Web design and website creation can be fun, but too often the user experience can be compromised by focusing too much on how a website looks and less on how the website should function. Users will be quick to switch to your competitor the moment your website becomes a chore to navigate. So, to help you avoid losing potential traffic here’s a quick guide as to what to avoid doing, and what you should do instead when piecing together your new website.

404 Pages
Throwing up a generic, out-of-the-box, 404 page could be hurting your traffic. A simple 404 page can result in users simply hitting the “back” button and completely leaving your website with very little chance of them returning. The simple fix for this is to give users options should they reach a 404 page along with a brief explanation as to why they may have reached such an error. Provide links to your “Home” or “About” pages. If users feel like they have an alternate path to take with some reassurance as to what triggered the error, then they will be less likely to hit the back button.

Image Size
Images are a must with a website, otherwise, it will be nothing but text, making for a lackluster user experience. What you have to be mindful of is the size of the images you’re uploading. The larger your images, the slower your website will load, leading to a significant impact on your Google ranking and users that do find your site will quickly be tapping the back button as your website struggles to load. Be sure all of your images are heavily compressed before uploading.

Embrace Web Design Norms
It might be tempting to breakaway and dive deep into some new trendy design that goes against the norm, and sometimes it works, but you have to keep your audience in mind when making such a decision. Menus and page layouts appear similar across a lot of websites simply because it is what users have come to expect from a website. Sure, it would be fun to do something different and have a navigation menu at the bottom of the screen, but if users struggle to navigate your site, they will quickly leave and head to a site that caters to their expectations of what a website should look like.

Colors and Fonts
Having a legible website sounds like an obvious one, but surprisingly many sites appear to forget this simple rule. This goes back the idea of focusing too heavily on the look and not the experience. A pink background with red cursive lettering might look cool, but it’s going to give users an instant headache and cause them to quickly tap the back button. Stick with traditional colors for your fonts and web pages and use the banners and footers to house your branding colors and fonts.

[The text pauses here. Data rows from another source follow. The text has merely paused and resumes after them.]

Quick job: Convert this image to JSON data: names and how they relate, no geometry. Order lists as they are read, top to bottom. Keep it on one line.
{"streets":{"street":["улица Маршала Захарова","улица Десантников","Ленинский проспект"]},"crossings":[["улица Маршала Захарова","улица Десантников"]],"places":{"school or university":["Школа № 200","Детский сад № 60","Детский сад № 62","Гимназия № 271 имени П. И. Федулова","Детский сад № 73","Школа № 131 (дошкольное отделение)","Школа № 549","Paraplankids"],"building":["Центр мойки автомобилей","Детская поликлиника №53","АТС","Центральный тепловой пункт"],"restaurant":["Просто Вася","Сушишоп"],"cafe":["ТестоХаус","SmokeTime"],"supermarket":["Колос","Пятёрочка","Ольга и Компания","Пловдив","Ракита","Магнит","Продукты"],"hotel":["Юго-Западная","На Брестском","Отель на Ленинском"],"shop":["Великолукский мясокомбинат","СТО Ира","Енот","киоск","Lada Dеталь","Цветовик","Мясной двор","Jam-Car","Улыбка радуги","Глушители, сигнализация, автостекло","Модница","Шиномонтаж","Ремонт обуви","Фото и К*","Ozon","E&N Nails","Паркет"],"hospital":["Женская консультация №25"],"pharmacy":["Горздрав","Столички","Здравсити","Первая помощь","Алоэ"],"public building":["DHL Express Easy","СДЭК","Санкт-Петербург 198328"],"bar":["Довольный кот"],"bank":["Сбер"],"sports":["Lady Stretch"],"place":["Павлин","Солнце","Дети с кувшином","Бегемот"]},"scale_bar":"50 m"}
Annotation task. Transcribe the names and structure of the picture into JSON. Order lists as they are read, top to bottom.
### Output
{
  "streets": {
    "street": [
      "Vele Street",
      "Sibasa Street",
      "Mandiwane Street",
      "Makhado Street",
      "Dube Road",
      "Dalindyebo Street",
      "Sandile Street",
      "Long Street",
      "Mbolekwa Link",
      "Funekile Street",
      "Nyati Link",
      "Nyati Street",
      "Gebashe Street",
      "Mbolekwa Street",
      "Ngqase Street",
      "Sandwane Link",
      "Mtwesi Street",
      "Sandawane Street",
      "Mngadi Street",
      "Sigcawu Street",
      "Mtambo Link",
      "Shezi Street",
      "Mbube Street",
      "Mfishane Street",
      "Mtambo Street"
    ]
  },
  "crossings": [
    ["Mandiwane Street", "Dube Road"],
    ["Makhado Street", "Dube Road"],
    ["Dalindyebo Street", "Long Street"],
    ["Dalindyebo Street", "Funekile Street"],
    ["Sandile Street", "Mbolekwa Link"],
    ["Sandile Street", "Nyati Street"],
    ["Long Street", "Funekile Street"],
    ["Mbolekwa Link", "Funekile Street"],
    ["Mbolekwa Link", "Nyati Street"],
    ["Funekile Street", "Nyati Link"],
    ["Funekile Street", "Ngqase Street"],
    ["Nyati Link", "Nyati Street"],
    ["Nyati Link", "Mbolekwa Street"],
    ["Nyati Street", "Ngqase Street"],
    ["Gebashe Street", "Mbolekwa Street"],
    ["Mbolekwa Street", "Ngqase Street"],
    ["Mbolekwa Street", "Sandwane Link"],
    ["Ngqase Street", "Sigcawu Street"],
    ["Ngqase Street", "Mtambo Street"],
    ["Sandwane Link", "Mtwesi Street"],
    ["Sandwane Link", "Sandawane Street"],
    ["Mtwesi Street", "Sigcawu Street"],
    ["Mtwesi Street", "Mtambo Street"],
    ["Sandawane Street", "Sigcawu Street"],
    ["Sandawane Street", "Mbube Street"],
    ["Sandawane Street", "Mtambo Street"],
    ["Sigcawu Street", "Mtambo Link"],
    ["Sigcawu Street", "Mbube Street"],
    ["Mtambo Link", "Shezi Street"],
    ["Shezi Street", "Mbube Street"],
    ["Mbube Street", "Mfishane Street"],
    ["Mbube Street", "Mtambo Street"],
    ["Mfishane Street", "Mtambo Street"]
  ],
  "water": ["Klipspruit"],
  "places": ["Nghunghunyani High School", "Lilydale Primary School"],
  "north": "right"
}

Not Anticipating and Adapting
Users are coming to your website with questions in mind before they even begin navigating. While it might be a bit impossible to predict completely what a user is thinking, there are steps you can take to anticipate what information a user is attempting to obtain from your website. Simple tools such as Google Analytics and HotJar can help show you how users are interacting with your website. By monitoring these interactions, you can get a feel for what answers users are searching for and then adapt your website to help answer those questions quickly and easily for those users.